Corruption en Ukraine (Jonathan)

Nous sommes heureux de publier cet analyse de Jonathan, journaliste indépendant qui vient de passer un an et demi en Ukraine à Kiev et à Dnipro. Il nous avait déjà transmis un article sur la scène politique kiévienne (ici) et un autre sur le moral (ici). Merci à lui de ce retour du terrain sur un sujet sensible.

Source image :  Washington Post

Comme beaucoup des autres Etats post-soviétiques, l’Ukraine reste touchée par une forte corruption : selon le classement de Transparency International, l’Ukraine est le pays le plus corrompu d’Europe, à l’exception de la Russie. Au quotidien, le soudoiement des agents de l’Etat est monnaie courante : achat de permis de conduire, pot-de-vin à l’université pour passer un examen, bouteille de cognac pour être correctement traité par un médecin à l’hôpital public. A cette “petite” corruption s’ajoute la “grande”, caractérisée par la mainmise de clans oligarchiques[1] sur des pans entiers de l’économie, y compris de secteurs stratégiques comme les médias, la métallurgie, l’énergie et le transport. Dans un rapport de 2018[2], l’Institut Ukrainien pour le futur décrit en détail la mainmise des différents clans oligarchiques dans des secteurs stratégiques tels que les médias, la métallurgie, l’énergie et le transport. L’institut recense également le nombre de députés du Parlement qui travaillent ouvertement pour chacun de ces clans. Si les grands oligarques se font bien plus discrets depuis le début de la guerre et qu’il est difficile d’estimer l’influence qu’ils conservent depuis le lancement de l’invasion russe, les pratiques de corruption inhérents à ce système restent présentes. Une étude détaillée[3] de novembre 2023 commandée par l’Agence Ukrainienne pour la Prévention de la Corruption (NACP) montre que 60% des Ukrainiens estiment que la corruption a empiré depuis 2022. L’institut conclut qu’après une nette amélioration en 2022 liée au choc de la guerre, la situation est revenue à ce qu’elle était avant-guerre.
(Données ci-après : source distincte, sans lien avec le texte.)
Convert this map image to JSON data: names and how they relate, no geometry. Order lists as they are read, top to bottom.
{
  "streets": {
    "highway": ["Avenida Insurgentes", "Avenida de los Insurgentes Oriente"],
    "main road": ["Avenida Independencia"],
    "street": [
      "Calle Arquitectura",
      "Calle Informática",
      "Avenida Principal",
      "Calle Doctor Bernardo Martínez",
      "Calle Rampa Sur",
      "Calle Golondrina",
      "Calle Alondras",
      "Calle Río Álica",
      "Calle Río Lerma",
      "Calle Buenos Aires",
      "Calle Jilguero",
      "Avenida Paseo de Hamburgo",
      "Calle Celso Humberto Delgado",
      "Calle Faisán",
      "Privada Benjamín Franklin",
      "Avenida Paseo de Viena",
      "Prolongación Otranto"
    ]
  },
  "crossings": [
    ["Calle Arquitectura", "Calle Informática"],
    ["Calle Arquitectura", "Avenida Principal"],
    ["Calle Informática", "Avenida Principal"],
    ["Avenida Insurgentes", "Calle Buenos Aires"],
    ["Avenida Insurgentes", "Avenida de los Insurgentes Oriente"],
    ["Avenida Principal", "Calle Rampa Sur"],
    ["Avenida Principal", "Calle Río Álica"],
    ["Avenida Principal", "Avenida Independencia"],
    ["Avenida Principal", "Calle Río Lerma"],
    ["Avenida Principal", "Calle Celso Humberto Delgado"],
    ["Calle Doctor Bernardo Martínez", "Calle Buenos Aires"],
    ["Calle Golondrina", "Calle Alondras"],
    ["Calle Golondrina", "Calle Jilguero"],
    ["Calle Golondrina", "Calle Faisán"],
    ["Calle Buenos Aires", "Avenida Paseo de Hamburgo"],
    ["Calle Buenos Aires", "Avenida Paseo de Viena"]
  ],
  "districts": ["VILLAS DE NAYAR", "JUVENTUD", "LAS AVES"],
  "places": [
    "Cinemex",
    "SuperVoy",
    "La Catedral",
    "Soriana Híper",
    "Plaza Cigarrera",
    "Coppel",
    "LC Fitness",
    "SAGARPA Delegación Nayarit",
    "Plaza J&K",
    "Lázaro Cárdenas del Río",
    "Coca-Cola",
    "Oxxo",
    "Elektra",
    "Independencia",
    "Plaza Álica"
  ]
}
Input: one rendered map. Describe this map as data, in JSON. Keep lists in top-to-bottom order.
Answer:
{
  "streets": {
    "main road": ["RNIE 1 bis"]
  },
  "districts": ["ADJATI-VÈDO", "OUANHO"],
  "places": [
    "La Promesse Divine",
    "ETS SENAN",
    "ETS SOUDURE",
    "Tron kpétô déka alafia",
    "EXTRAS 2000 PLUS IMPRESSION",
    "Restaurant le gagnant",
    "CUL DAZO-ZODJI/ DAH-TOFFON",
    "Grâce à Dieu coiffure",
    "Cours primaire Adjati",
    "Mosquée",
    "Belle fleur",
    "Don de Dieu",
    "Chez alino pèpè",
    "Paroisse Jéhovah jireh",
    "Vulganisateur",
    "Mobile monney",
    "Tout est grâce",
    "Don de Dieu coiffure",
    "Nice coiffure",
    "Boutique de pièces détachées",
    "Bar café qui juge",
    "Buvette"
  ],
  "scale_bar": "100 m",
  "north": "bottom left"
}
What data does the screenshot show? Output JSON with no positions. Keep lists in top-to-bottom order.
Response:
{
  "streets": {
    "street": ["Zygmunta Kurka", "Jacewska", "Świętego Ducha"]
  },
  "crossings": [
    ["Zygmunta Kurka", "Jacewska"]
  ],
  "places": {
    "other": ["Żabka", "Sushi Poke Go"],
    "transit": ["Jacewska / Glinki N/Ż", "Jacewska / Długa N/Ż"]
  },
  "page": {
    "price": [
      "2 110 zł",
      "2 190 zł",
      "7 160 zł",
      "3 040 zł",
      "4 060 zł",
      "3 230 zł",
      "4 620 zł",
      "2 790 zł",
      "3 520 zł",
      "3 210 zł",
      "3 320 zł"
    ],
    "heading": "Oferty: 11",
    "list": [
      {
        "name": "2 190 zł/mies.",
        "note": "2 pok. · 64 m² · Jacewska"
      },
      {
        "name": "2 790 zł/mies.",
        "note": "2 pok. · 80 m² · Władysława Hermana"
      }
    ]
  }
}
Force est de constater que les autorités ukrainiennes font preuve jusqu’à aujourd’hui d’un grand laxisme vis-à-vis de la corruption parmi les hauts-fonctionnaires. Au début de cette année, Ukrainska Pravda a publié une enquête qui démontre que l’essentiel des affaires judiciaires de détournement d’argent public à haut niveau se terminent par un accord informel entre le procureur et l’accusé : ce dernier fait un don monétaire aux forces armées et en échange, le parquet demande une peine symbolique permettant à l’accusé de rester en liberté. L’essentiel des jugements en question sont anonymisés lors de leur publication, ce qui empêche le public d’être informé sur ces accords qu’aucune disposition légale ne prévoit. Ces arrangements pourraient cependant être légalisés après le vote en première lecture, le 18 juillet de cette année, d’un projet de loi du gouvernement limitant la peine encourue pour corruption à une amende comprise entre 5.000 et 5.000.000 euros en fonction de la gravité du délit, retirant toute réclusion criminelle. Ce projet de loi retire également le prérequis pour les accusés de dénoncer leurs complices pour obtenir une remise de peine[4]. Les détracteurs de cette loi estiment que cet assouplissement législatif est de-facto une légalisation de la corruption qui permettrait à certains oligarques et à des dizaines de députés du Parlement, actuellement accusés ou soupçonnés de corruption, d’acheter leur liberté[5].

Le 14 mai 2024, quatre jours après le lancement de l’attaque russe au nord de Kharkiv, les médias ukrainiens nous apprennent qu’une large partie des fortifications prévues n’ont pas été construites, et qu’au moins 10 millions de dollars prévus pour leur construction ont été détournés[6] via des entreprises fictives. Le même jour, les médias ukrainiens rapportent que l’ancien vice-ministre de la défense Rostislav Zamlinski, responsable de plusieurs contrats de fournitures militaires à prix gonflés dont le scandale des “oeufs à 17 hryvnia”, a été nommé ambassadeur itinérant chargé de la coopération militaro-technique au ministère des affaires étrangères[7]. Les contrats en question, concernant de la fourniture alimentaire à prix multipliés par deux à trois, ainsi que de munitions de mortier jamais livrées, ont permis de détourner au moins 150 millions d’euros d’argent public[8]. Cet exemple concret illustre le fait que même lorsque que la corruption fragilise directement la défense nationale, les coupables sont rarement sérieusement inquiétés.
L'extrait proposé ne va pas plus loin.